- [What the exercise asks]
Hunt through the lines below for the string "Input" and copy each one that has it.

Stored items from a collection
=== Section Start ===

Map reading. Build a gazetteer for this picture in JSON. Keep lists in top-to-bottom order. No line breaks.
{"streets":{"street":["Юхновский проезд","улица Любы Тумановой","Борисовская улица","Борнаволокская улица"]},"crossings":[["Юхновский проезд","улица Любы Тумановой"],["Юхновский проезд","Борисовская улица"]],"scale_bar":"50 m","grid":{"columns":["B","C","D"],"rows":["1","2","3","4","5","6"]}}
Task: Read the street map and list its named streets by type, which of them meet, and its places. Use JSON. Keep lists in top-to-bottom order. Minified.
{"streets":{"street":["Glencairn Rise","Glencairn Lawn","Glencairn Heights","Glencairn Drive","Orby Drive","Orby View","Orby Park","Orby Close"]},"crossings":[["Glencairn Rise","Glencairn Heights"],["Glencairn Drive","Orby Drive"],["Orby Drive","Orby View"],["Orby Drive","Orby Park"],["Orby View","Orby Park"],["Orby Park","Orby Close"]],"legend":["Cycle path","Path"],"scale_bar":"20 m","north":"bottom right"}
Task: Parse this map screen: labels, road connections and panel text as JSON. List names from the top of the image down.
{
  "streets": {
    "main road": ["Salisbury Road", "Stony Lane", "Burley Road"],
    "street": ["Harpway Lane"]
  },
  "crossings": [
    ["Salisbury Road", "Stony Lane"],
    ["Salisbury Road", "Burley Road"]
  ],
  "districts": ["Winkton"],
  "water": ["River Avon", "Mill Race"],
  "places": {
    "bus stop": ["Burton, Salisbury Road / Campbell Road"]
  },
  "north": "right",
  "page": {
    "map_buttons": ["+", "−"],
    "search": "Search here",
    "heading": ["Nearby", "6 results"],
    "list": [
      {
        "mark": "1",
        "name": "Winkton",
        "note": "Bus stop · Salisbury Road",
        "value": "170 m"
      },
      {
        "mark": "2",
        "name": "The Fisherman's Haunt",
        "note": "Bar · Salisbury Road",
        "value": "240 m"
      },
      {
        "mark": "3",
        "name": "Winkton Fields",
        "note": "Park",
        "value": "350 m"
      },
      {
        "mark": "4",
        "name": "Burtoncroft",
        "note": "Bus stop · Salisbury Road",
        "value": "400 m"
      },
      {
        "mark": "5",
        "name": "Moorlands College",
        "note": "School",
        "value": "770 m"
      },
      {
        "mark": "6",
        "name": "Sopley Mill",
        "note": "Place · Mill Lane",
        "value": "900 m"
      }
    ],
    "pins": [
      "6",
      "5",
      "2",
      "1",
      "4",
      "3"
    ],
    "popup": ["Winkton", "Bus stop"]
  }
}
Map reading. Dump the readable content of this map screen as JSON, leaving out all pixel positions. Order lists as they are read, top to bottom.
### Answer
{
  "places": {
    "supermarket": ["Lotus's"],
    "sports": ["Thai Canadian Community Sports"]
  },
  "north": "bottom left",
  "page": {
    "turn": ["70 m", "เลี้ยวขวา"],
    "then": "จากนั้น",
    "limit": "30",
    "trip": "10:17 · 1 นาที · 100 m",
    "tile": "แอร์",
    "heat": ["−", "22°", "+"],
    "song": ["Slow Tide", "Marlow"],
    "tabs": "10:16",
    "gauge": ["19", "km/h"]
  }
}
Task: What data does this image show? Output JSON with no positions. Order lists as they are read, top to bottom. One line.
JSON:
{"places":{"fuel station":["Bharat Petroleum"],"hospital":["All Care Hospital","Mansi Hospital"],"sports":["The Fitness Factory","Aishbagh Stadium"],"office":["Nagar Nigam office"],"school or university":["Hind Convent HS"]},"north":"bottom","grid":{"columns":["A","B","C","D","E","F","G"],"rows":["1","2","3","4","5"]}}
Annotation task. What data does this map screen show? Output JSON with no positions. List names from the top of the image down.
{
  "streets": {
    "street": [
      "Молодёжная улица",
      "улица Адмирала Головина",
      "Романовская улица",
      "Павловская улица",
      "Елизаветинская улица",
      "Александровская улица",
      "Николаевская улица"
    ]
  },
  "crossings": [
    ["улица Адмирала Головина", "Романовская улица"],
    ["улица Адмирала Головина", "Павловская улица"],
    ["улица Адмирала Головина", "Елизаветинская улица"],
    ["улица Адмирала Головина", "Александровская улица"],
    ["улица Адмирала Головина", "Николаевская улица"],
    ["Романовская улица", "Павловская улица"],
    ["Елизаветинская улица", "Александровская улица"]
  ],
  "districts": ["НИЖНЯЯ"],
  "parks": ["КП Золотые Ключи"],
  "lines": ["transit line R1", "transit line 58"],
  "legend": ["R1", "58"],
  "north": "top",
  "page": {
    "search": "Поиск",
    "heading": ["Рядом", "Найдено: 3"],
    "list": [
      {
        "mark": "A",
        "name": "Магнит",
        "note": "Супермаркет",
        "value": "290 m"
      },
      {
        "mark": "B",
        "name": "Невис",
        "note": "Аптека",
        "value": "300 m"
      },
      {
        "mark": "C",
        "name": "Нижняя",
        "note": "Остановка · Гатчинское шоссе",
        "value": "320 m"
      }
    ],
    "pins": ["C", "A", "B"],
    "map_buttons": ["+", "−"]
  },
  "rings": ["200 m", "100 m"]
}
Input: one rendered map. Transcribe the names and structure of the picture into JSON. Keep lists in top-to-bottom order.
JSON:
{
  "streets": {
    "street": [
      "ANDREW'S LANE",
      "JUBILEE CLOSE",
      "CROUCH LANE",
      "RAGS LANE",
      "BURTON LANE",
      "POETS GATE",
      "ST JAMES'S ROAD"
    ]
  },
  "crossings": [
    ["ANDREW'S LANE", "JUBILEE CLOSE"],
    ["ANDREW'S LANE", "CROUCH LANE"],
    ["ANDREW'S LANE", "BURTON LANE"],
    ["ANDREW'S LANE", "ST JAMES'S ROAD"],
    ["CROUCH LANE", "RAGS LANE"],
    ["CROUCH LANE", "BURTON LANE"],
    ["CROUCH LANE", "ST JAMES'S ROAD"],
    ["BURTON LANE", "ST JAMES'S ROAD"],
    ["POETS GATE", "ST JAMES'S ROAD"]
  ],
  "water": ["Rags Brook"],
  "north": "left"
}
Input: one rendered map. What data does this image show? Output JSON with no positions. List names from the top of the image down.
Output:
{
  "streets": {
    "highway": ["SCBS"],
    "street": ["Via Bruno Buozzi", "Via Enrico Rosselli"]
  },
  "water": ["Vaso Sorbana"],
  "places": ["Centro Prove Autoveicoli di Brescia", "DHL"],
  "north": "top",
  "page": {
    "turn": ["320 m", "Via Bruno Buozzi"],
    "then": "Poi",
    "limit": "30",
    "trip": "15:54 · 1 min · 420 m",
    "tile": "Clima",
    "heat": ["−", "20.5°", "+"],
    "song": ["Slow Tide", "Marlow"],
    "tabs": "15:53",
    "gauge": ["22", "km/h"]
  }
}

=== Section End ===

- [Answer to the exercise]
Input: one rendered map. Transcribe the names and structure of the picture into JSON. Keep lists in top-to-bottom order.
Input: one rendered map. What data does this image show? Output JSON with no positions. List names from the top of the image down.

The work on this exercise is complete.